Do you make marks with your hands anymore? Small notes to youself? Grocery lists or little post-it messages for your colleagues? Or an actual letter to a friend? Did you grow up in an era when cursive writing was taught in school? Or have the digital ways taken over your life completely?
I have been having the handwriting debate within my head and with my friends lately. I was probably one of the last set of school going kids who were told the importance of a good handwriting, and was even graded on it. Teachers never failed to mention the best hand-writer in the class to set an example for everyone else. Non-cursive writing was not acceptable, and in fact, the older kids had the key to unlock the mysteries of strange connected marks they made on paper. If one didn’t write cursive, one was a “baby”.
Pencil was the only option available to children when they started school and writing. Markers, the only accessible pens, were strictly for colouring. I think it was believed that starting one’s writing life with a pen ruined their handwriting forever.
Grade five was a rite of passage for writing. Finally the students were allowed to write with pen. And not just any pen, but a fountain pen. With real ink and nibs. I remember my father showing me how to take care of the pen he gave me the day before grade 5 started- to refill the ink, to keep the pen clean and to change nibs when they got broken tips. I still treasure the real gold tipped pen he gifted to me on the occasion of my undergrad graduation- a pen I had grown up seeing, but it was too precious for me to use as a child. I have to admit though that I haven’t used it in a long time…
Back to When I got to Grade five- it was the most exhilarating time- to show off to our friends our new pens, of being admitted into the society of grown-up kids. Of course, ballpoint pens were not acceptable. They were considered trashy as far as pens go, bad influence that destroyed one’s handwriting!
I hand-wrote letters to my friends and family. I used to rush home to check for my best friend’s letter when my family and I had moved away to another town. It was usually pages and pages of handwritten saga of our current lives along with cutouts of interesting articles or hot dudes we wanted to share with each other. We even managed to sneak small pieces of jewellery in the envelopes on the occasion of the each other’s birthdays. I would read each received letter at least ten times, and it would make me smile every single time. The letters got collected in a special box. And every time I opened it to deposit the latest envelope I read through the rest of the letters all over again.

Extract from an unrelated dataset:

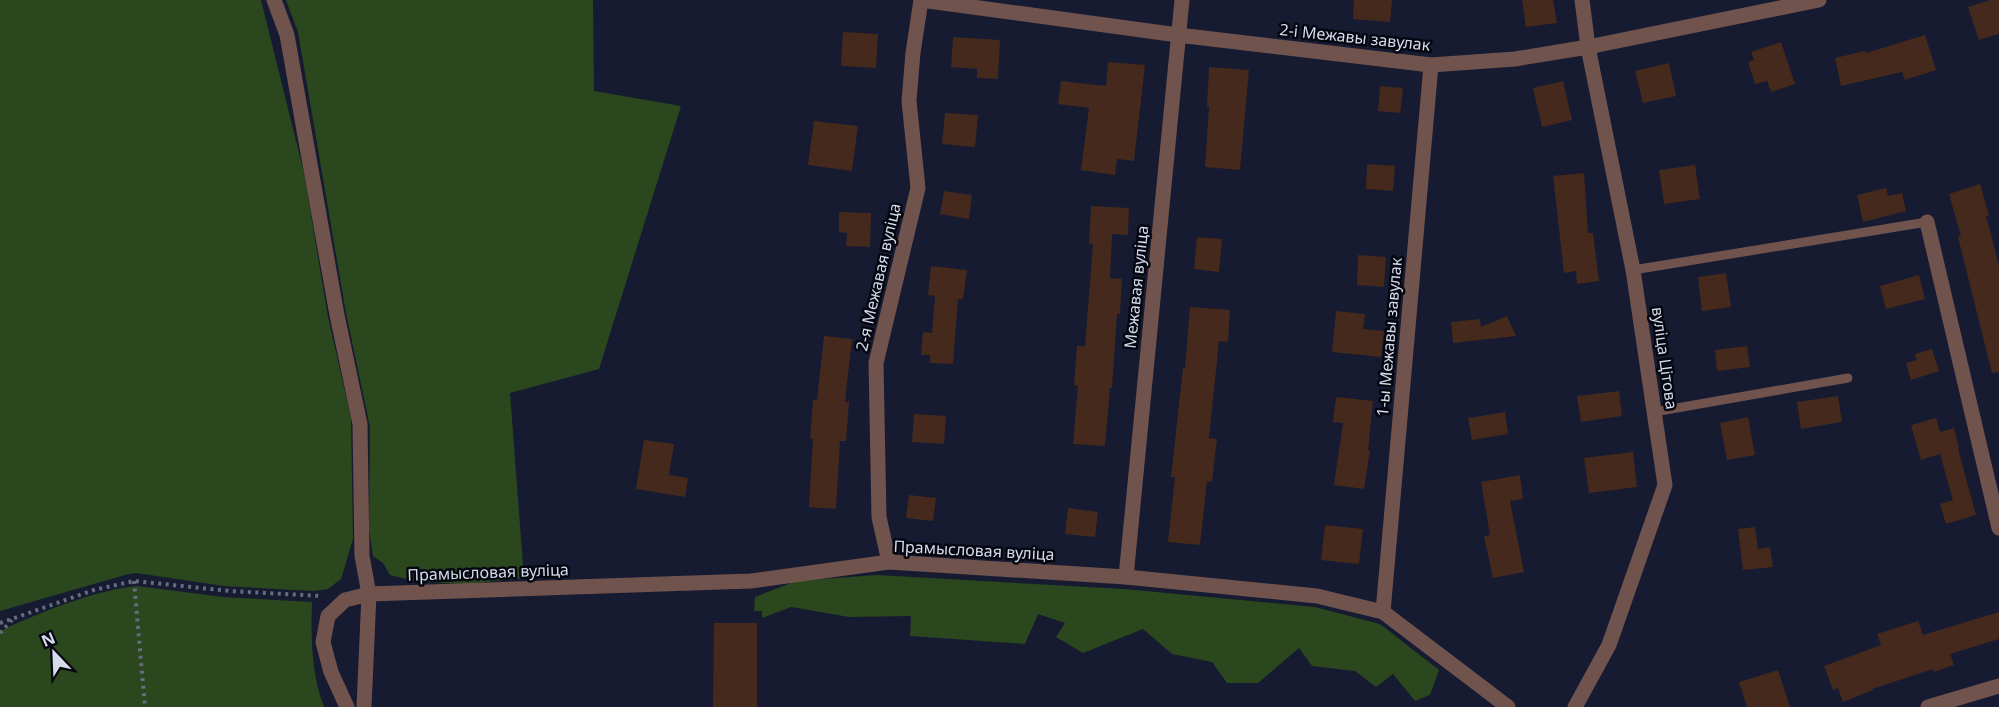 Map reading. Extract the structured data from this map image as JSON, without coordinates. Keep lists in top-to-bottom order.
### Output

I would do the writing of my reply to her in a few sittings- usually entire evenings devoted to the task. Writing was just as much fun as reading. Thinking of how she would react to my words as I was putting them on paper would make me write with even more vigour. Long-distance phone calls were too expensive (and certainly not very accessible to children) and Internet was nonexistent to the general public. So writing by hand, putting a stamp and address on an envelope and sending it on its way was the only way to keep in touch. And in my humble opinion, it was the more satisfying way. One really was committed to stay in touch in this way!
Fast-forwarding to today, writing by hand is almost dispensable for most of us. Even children use computers for their projects. No one tells them the importance of writing to impress. It is not a measure of one’s character anymore. And, really, ink pens?!
But does it really count in someway deep down in our minds to mark the paper with our own hands rather than pressing buttons to do the job? Or worse still, to touch a flat screen of a smart phone to create our letters and words? Even more than the tactile sensation of holding a pen or pencil between our fingers, and rubbing its tip on the tooth of the paper, isn’t there more heart and brain involved in creating marks that are one’s way of communication with oneself or others? Research suggests that note taking by hand makes more stick in our brains with the help of physical and mental effort involved in the task. Older students today can be seen using their laptops to follow presentations of their professors. And it’s so easy for them to change tabs or windows to be available on social media every single minute, for every single comment or story that comes their way. I wonder how much is sticking in their brains with no physicality involved in the process of following the lecture.
Now, I’m a mother, and I have a responsibility towards my son’s learning, especially as we are an unschooling family. Hence the handwriting debate that I am having within and around me with my son starting to wield a pen and begin his writing journey.
Do I insist that he write with a pencil to start with?
Do I role model writing for him to see and absorb?
Do I emphasize a skill that’s losing out rapidly in our society?
Will it at be relevant for him to be able to write well by the time he’s a grown man?
I am going to go with Yes, Yes, Yes and Yes as of now. I grew up handwriting, and I know the pleasure of it-which I still enjoy (see this post). So I hope my son will know it too, and maybe find a friend that he would like to write to. And relevant or not, if it makes learning a little deeper for him to write his notes by hand, well, I’m in! And of course, he’ll choose his own path at some point, and then I’ll be happy to know that at least he had a choice.